20.07.2010

The Greatest Game Ever Played [2005]

Spor filmleri en amiyane tabirle kötü bir oyuncunun yükselmesi ya da kötü bir takımın büyük bir turnuvaya katılıp teker teker rakiplerini elemesi ve şampiyon olmasını konu alır. Hele de Hollywood yapımı, Amerikan sineması ise bu, kesinlikle bu senaryo işlenir. Araya biraz romantizm, çokça rekabet hırsı, olmazsa olmaz politika ve son olarak da bir parça geyik konulur ve dramatik bir şekilde bu azimli başarı hikayesi anlatılır. Tamamen klişe yani... Peki madem öyle, bu film neden beğenildi benim tarafımdan? Bir kere her şeyden önce "Based on a True Story" yani gerçek bir hikaye. Ondan sonra ise samimi bir dille anlatıldığını söyleyebilirim sanırım. Golf sporunun sıkı bir takipçisi olmasam da bu filmi çok beğendim. Zaten beğenip beğenmemek için golfü bilip bilmemeye gerek yok aslında. 120 dakikanın 115 dakikası golf üzerine olmasına rağmen.

1900'lü yılların başları, Boston, Massachusetts. Francis Ouimet (Shia LaBeouf) adında fakir bir aileden gelen genç bir çocuk, biraz da evlerinin hemen yanında Amerika'nın en modern golf sahasının olması dolayısıyla golfe merak salar. Bir gün şehirlerine ünlü İngiliz golfçü Harry Vardon'un (Stephen Dillane) geleceğini öğrenir. Harry, dünyanın en büyük golfçüsü konumundadır o zaman ve Francis, onu görebilmek için herşeyini verir. Aradan bir kaç yıl geçtikten sonra Francis'in golf hayatı inişli çıkışlı bir döneme girer. Golf Federasyonu başkanı, onu bulup ülkelerinde düzenlenecek golf turnuvasına katılmasını istediğini söylediğinde ise inişler kalkmıştır. İngiltere'yi temsil eden Harry Vardon ve arkadaşı Ted Ray'e (Stephen Marcus) karşı Amerika'lılar, evlerindeki bu turnuvayı kaybetmek istemezler. Ancak amatör bir golfçü olan Francis'in bütün dünyaya bir sürprizi vardır...

Biraz golften bahsedelim isterseniz. Ben pek takip etmiyorum ve kuralları da bildiğim söylenemez açıkçası. Ama filmi izlerseniz, çat pat bir şeyler öğreniyorsunuz. Kaba tabirle başlangıç noktasından topu deliğe en az atışta sokan kazanıyor. Tabii her sporda olduğu gibi bunda da blöfler, hileler falan var.
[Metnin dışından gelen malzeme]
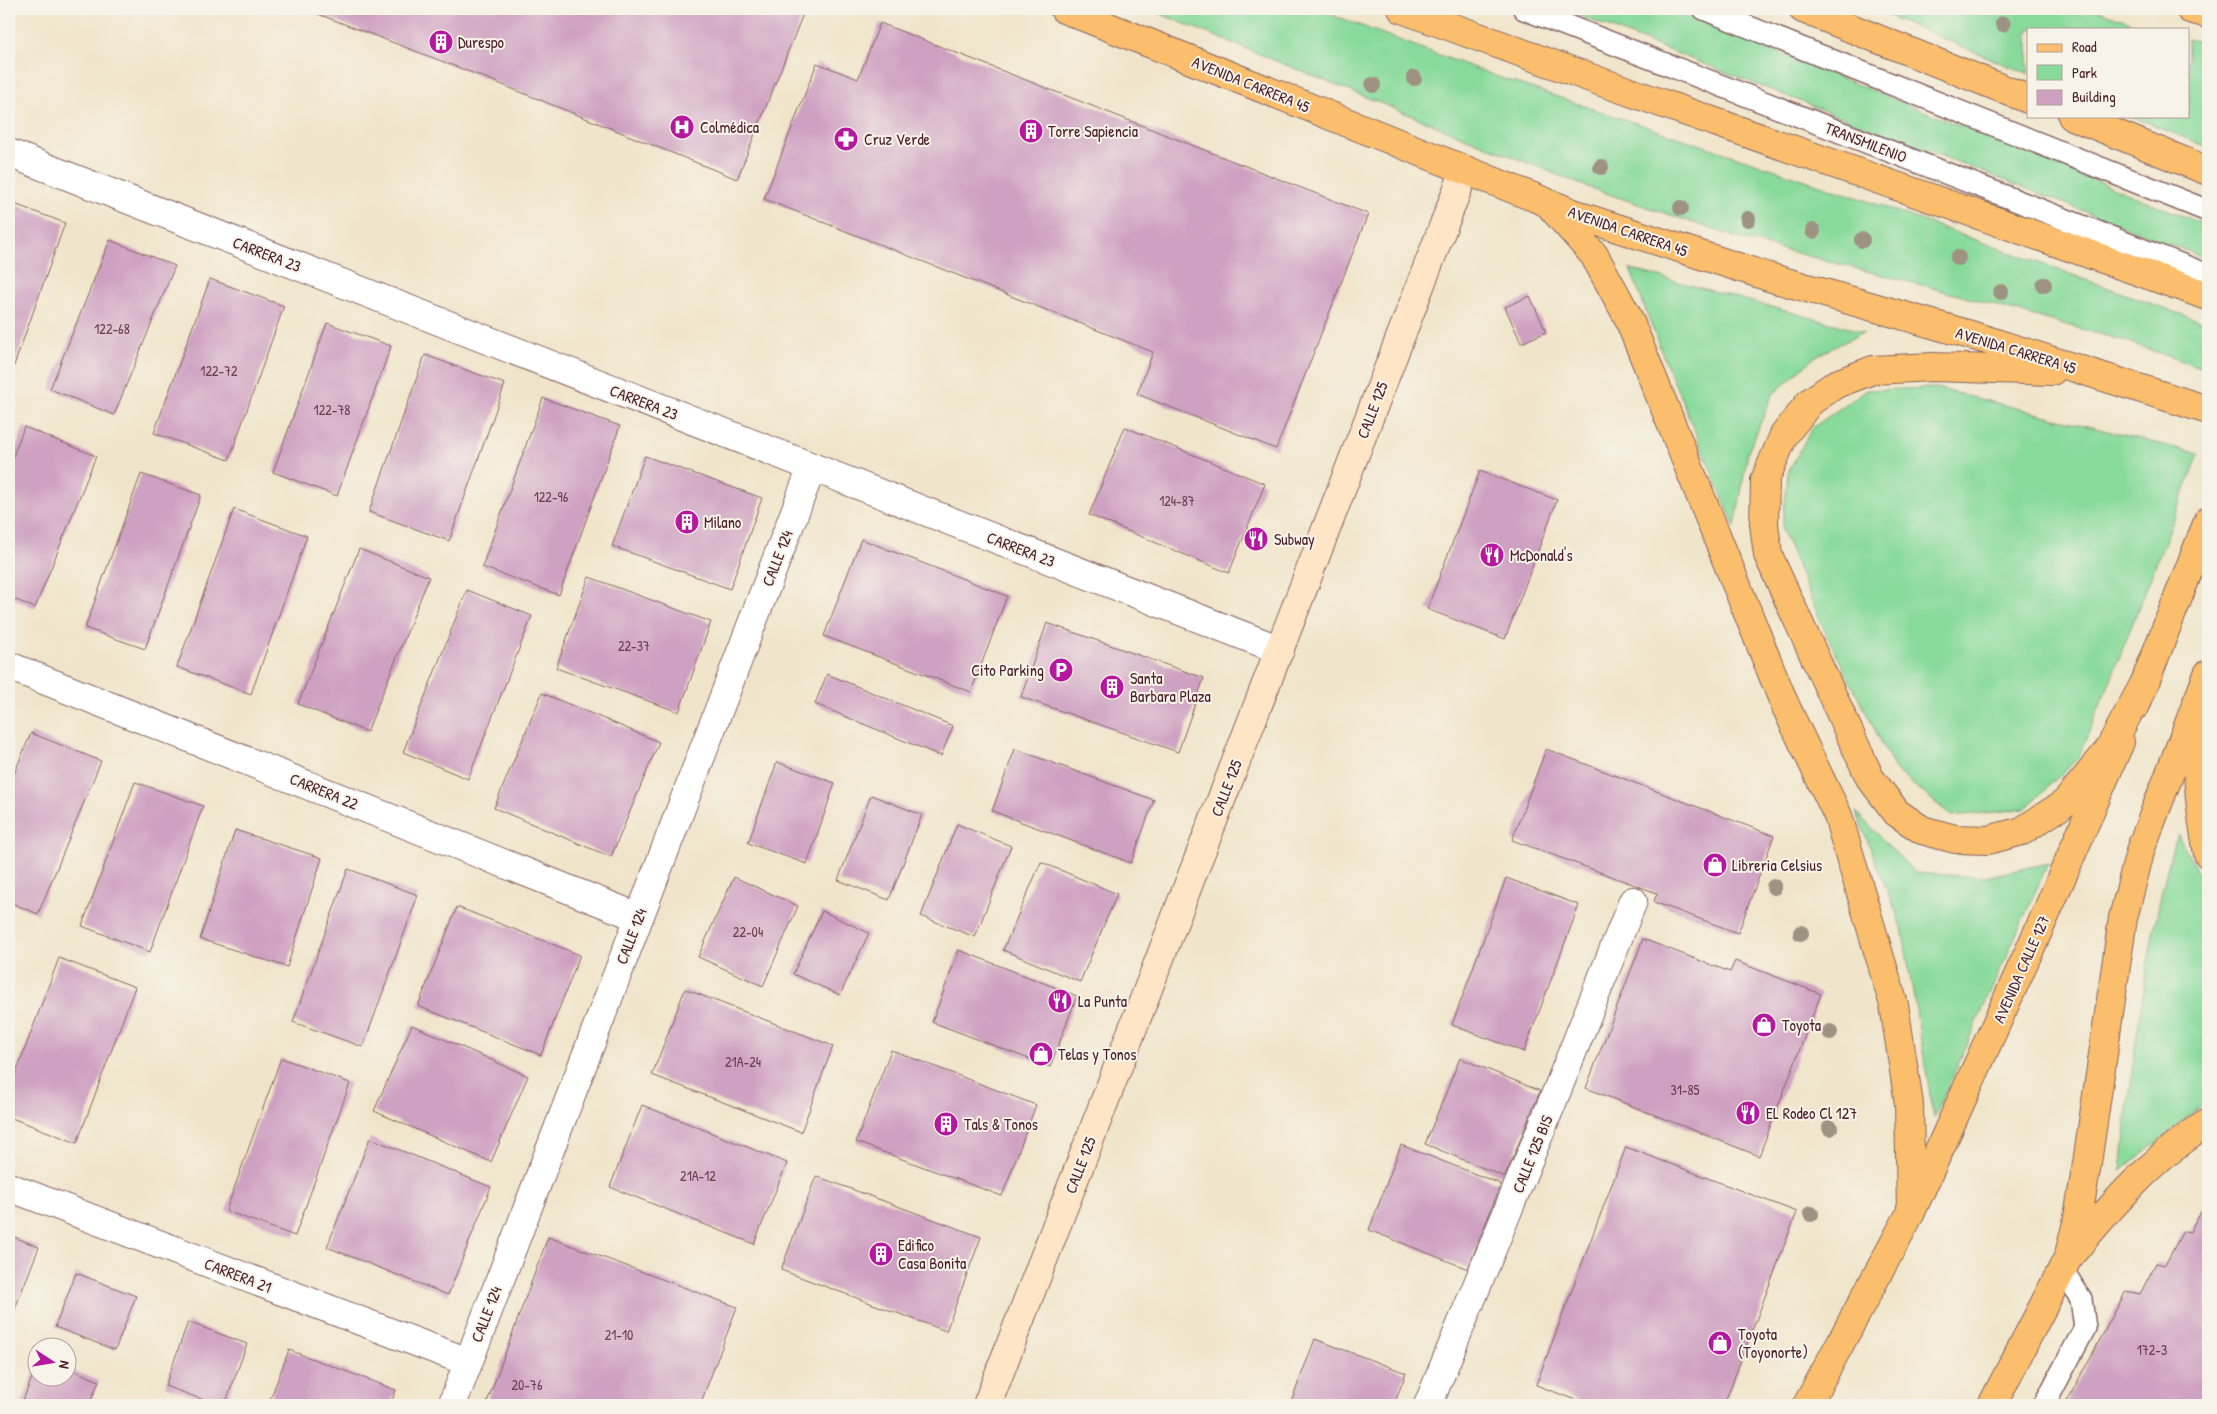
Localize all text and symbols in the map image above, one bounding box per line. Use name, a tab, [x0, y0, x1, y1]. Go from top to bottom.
legend	[2027, 28, 2190, 118]
building icon: Durespo	[428, 29, 454, 55]
place label: Durespo	[458, 31, 505, 53]
text: Road	[2072, 36, 2097, 57]
street label: AVENIDA CARRERA 45	[1189, 50, 1313, 118]
text: Park	[2072, 62, 2097, 83]
text: Building	[2072, 86, 2116, 107]
hospital icon: Colmédica	[669, 114, 695, 140]
place label: Colmédica	[700, 116, 759, 138]
street label: TRANSMILENIO	[1822, 116, 1910, 168]
building icon: Torre Sapiencia	[1018, 118, 1044, 144]
place label: Torre Sapiencia	[1048, 120, 1138, 142]
pharmacy icon: Cruz Verde	[833, 126, 859, 152]
place label: Cruz Verde	[864, 128, 931, 150]
street label: AVENIDA CARRERA 45	[1565, 200, 1691, 262]
street label: CARRERA 23	[230, 231, 304, 277]
house number: 122-68	[94, 319, 130, 338]
street label: AVENIDA CARRERA 45	[1953, 321, 2079, 379]
house number: 122-72	[200, 361, 238, 380]
street label: CALLE 125	[1351, 378, 1393, 442]
street label: CARRERA 23	[607, 379, 681, 425]
house number: 122-78	[314, 400, 350, 419]
house number: 122-96	[534, 487, 569, 506]
house number: 124-87	[1159, 491, 1195, 510]
building icon: Milano	[674, 509, 700, 535]
place label: Milano	[704, 511, 742, 533]
street label: CARRERA 23	[984, 526, 1058, 572]
restaurant icon: Subway	[1243, 526, 1269, 552]
street label: CALLE 124	[756, 527, 798, 589]
place label: Subway	[1274, 528, 1315, 550]
restaurant icon: McDonald's	[1479, 542, 1505, 568]
place label: McDonald's	[1510, 544, 1573, 566]
house number: 22-37	[618, 636, 650, 655]
parking icon: Cito Parking	[1048, 657, 1074, 683]
place label: Cito Parking	[971, 659, 1044, 681]
place label: Santa Barbara Plaza	[1130, 667, 1211, 707]
building icon: Santa Barbara Plaza	[1099, 674, 1125, 700]
street label: CALLE 125	[1205, 756, 1247, 820]
street label: CARRERA 22	[287, 767, 362, 815]
shop icon: Libreria Celsius	[1702, 852, 1728, 878]
place label: Libreria Celsius	[1732, 854, 1822, 876]
street label: CALLE 124	[610, 905, 652, 967]
street label: AVENIDA CALLE 127	[1987, 912, 2055, 1026]
house number: 22-04	[733, 922, 763, 941]
restaurant icon: La Punta	[1047, 988, 1073, 1014]
place label: La Punta	[1078, 990, 1127, 1012]
shop icon: Toyota	[1751, 1012, 1777, 1038]
place label: Toyota	[1782, 1014, 1821, 1036]
shop icon: Telas y Tonos	[1028, 1041, 1054, 1067]
place label: Telas y Tonos	[1058, 1043, 1136, 1065]
house number: 21A-24	[725, 1052, 761, 1071]
house number: 31-85	[1671, 1080, 1700, 1099]
restaurant icon: EL Rodeo Cl 127	[1735, 1100, 1761, 1126]
place label: EL Rodeo Cl 127	[1766, 1102, 1857, 1124]
building icon: Tals & Tonos	[933, 1111, 959, 1137]
street label: CALLE 125 BIS	[1506, 1111, 1558, 1196]
place label: Tals & Tonos	[964, 1113, 1038, 1135]
street label: CALLE 125	[1059, 1133, 1101, 1197]
house number: 21A-12	[680, 1166, 716, 1185]
place label: Edifico Casa Bonita	[898, 1234, 966, 1274]
building icon: Edifico Casa Bonita	[868, 1241, 894, 1267]
street label: CARRERA 21	[201, 1252, 275, 1298]
street label: CALLE 124	[465, 1283, 507, 1345]
place label: Toyota (Toyonorte)	[1738, 1323, 1808, 1363]
house number: 21-10	[605, 1325, 633, 1344]
shop icon: Toyota (Toyonorte)	[1707, 1330, 1733, 1356]
north arrow	[28, 1336, 78, 1386]
house number: 172-3	[2137, 1340, 2167, 1359]
text: N	[55, 1359, 75, 1371]
house number: 20-76	[512, 1375, 543, 1394]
Filmdeki hikaye gerçek bir hikaye. Harry Vardon zamanın en önemli golfçüsü gerçekten de. 7 tane turnuva şampiyonluğu var. Francis adındaki gencin de henüz 20 yaşında Amerika'da onu yenmesi ve Amerika'nın onurunu kurtarması bir gerçek. Filmin sonunda da belirtilen yazıda olduğu gibi Francis 1 turnuva daha kazanıp golf kariyerini erken bitirmiş ve bir iş adamı olmuş, taşıyıcısı Eddie (Josh Flitter) ise bir multi-milyoner olmuş ama bu ikilinin arkadaşlıkları hiç bitmemiş.

Bill Paxton'dan iyi bir yönetmenlik ve hemen hemen tüm oyunculardan iyi bir oyunculuk. Babasının sürekli onun golf oynamasına karşı çıkması, onu en kötü zamanında da en mutlu zamanında da yalnız bırakmasına, annesinin ise verebileceği tek şey olan cesarete, küçüklüğünde sürekli "Golf zengin oyunudur, sen ancak taşıyıcı olabilirsin." tarzı sözler duymasına rağmen asla yılmayan, pes etmeyen rolünün altından kalkabilmiş genç aktör Shia LaBeouf. Transformers ile yıldızı parlamış olabilir ama o filmden 2 yıl önce, ilk başrolü aldığı film bu film işte. Öte yandan annesi rolünde Marnie McPhail'in, evinin önünde dikiş yaparken, ya da patates soyarken, oğlu az ileride topları deliğe sokunca aniden çıldıran insanların çıkardığı sese verdiği "korkmuş" tepkileri mükemmel. Babası Elias "Kadir İnanır" Koteas ise mimikleriyle, bakışlarıyla rolünün altından kalkmış. Tabii mimik, bakış derken filmde büyük karizmaya sahip Harry Vardon'ı oynayan Stephen Dillane'i unutmayalım. Harika, mükemmel! Özellikle Francis'in topa vurduğu ve bütün seyircilerin topa vuruş anından itibaren topu izlerken, Harry Vardon'ın gözlerini sadece Francis'e diktiği bir sahne var ki, oy oy oy. Bir insan, yüz ifadesini hiç değiştirmeden en fazla kaç dakika durabilir? O sahneyi dikkatli izleyin, ne dediğimi anlayacaksınız. Stephen Marcus ve Josh Flitter geyik sosuna katkıda bulunurken, Francis'in kız arkadaşı Sarah'yı oynayan Peyton List ise erkekleri büyüleyecek güzellikte.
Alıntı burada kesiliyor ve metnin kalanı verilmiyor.